The Charm of Dystopia

10:30 AM

Nineteen Eighty-Four (1984) movie; an adaptation from a novel of the same title written by George Orwell.
It has been critically acclaimed as one of the most famous Dystopia-themed works in the world.

According to International Reading Association, Dystopia is defined as a futuristic, imagined universe in which oppressive societal control and the illusion of a perfect society are maintained through corporate, bureaucratic, technological, moral, or totalitarian control. It has long been a genre in many forms of cultural slash entertainment products, such as movies and literature.

Dystopias, through an exaggerated worst-case scenario, make a criticism about a current trend, societal norm, or political system.

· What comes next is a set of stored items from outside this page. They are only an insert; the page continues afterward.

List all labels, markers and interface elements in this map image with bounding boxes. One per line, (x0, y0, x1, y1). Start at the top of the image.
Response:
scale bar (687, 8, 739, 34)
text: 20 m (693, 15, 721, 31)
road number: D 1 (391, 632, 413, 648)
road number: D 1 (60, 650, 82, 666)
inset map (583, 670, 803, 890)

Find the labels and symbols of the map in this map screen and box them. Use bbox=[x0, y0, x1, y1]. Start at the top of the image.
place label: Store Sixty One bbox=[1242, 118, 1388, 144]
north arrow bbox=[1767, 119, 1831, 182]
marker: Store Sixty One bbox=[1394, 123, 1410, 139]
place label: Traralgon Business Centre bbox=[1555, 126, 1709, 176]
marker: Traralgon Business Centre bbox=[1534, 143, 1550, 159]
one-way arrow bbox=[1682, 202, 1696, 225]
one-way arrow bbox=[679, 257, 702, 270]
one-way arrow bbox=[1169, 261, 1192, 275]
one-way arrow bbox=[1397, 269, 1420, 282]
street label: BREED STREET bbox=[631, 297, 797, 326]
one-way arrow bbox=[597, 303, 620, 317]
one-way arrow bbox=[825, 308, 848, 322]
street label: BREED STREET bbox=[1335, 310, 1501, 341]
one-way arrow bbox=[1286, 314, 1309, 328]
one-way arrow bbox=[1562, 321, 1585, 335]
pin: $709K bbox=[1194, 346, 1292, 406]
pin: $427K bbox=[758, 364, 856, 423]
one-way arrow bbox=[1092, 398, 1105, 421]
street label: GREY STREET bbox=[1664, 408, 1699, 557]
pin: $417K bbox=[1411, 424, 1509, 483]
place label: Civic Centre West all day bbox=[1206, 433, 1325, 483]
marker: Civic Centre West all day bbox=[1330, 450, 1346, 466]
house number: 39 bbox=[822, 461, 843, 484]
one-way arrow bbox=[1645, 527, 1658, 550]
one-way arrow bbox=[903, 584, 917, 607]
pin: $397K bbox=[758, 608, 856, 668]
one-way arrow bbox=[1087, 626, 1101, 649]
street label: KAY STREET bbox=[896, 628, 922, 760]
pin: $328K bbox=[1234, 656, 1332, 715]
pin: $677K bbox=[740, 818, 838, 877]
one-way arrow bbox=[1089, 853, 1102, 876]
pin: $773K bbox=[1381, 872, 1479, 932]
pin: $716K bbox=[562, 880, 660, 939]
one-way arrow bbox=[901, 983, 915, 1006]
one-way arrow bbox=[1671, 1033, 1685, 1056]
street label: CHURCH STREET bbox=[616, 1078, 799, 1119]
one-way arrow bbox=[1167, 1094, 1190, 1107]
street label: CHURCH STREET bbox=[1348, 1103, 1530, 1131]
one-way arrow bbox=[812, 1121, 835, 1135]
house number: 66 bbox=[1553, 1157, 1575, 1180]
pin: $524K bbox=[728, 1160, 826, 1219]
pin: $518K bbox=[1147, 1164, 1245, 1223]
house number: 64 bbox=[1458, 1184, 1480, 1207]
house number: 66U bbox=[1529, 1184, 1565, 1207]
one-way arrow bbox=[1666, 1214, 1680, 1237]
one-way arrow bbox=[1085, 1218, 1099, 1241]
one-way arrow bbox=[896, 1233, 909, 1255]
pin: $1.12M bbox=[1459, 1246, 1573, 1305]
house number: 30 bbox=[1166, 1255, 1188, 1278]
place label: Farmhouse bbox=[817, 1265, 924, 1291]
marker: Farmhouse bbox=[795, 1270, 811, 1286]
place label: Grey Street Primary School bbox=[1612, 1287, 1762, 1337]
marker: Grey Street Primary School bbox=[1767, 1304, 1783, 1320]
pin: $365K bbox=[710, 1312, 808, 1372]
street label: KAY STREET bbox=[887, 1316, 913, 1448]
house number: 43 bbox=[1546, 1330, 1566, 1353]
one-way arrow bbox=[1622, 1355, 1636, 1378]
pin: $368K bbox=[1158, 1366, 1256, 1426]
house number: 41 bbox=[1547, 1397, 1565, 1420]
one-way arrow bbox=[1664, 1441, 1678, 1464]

I personally have always been an avid fan of Dystopian works, both in movies or literature. Mainly, I'm fascinated by the idea of the world falling to totalitarianism and the people are made to believe that they indeed are living in the epitome of a perfect society, all while the truth is the exact opposite.

The one that holds the most charm is the notion the truth that they (the people) believe in — everything is a lie; an illusion, a deceit in disguise, a man-made full of falsehoods. Jean Baudrillard's most infamous quote of all time through his hyperreality concept, in my opinion, might be the best way to describe it.

"Nothing is real."

But for me, the real charm is the enlightening moment when the main characters within the dystopia are slowly becoming more and more aware of the deception made by the ruling powers; when they finally unravel the hidden truth beneath the lies that they initially thought was right; when they finally choke on the falsity they were being fed continuously with; when they finally reject to believe the propaganda of an utopic society they made believe and thought they lived in.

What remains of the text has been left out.